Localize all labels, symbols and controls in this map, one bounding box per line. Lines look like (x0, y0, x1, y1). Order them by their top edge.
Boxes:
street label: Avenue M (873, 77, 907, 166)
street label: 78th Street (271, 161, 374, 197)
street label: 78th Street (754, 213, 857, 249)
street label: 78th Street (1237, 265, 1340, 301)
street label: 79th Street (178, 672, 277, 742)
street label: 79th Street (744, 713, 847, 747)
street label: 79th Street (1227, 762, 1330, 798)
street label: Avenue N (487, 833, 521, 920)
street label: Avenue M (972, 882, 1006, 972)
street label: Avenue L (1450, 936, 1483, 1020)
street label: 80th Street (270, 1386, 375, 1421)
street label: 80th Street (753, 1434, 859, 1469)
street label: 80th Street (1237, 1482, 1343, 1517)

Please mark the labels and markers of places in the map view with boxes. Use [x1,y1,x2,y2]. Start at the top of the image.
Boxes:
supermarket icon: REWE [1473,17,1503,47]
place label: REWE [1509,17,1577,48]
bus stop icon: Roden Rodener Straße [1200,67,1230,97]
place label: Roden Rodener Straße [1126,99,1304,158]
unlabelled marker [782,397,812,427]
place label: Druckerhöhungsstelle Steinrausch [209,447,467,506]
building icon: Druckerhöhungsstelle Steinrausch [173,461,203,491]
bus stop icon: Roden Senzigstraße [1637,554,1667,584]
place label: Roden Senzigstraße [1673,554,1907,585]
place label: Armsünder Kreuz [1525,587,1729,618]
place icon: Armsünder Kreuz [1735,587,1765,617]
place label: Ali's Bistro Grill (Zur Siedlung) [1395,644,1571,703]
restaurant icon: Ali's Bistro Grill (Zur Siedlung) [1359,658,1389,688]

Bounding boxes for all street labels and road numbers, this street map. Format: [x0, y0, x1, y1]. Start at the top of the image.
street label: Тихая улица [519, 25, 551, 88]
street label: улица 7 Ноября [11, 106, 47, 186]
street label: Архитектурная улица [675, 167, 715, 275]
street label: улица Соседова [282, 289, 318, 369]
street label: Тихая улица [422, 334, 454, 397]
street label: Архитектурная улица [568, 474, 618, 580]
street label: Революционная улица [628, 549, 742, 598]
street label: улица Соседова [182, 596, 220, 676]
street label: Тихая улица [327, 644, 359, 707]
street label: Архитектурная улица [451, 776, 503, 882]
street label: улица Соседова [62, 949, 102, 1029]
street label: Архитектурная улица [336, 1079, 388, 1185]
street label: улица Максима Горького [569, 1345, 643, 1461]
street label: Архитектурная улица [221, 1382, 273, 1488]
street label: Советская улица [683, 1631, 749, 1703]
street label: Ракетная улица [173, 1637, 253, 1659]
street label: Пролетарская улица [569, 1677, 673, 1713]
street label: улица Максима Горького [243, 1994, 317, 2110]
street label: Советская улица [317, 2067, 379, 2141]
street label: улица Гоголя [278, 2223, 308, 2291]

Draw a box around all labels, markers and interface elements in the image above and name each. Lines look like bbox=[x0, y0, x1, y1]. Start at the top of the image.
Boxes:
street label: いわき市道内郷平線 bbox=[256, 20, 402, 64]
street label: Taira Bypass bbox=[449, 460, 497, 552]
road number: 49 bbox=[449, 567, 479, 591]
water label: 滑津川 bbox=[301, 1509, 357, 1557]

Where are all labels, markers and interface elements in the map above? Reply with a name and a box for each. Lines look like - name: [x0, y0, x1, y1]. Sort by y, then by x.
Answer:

= = = = =

### Exercise brief:
Given the data above, which lines hold the string "interface"? Return them.

### Result:
Draw a box around all labels, markers and interface elements in the image above and name each. Lines look like bbox=[x0, y0, x1, y1]. Start at the top of the image.
Where are all labels, markers and interface elements in the map above? Reply with a name and a box for each. Lines look like - name: [x0, y0, x1, y1]. Sort by y, then by x.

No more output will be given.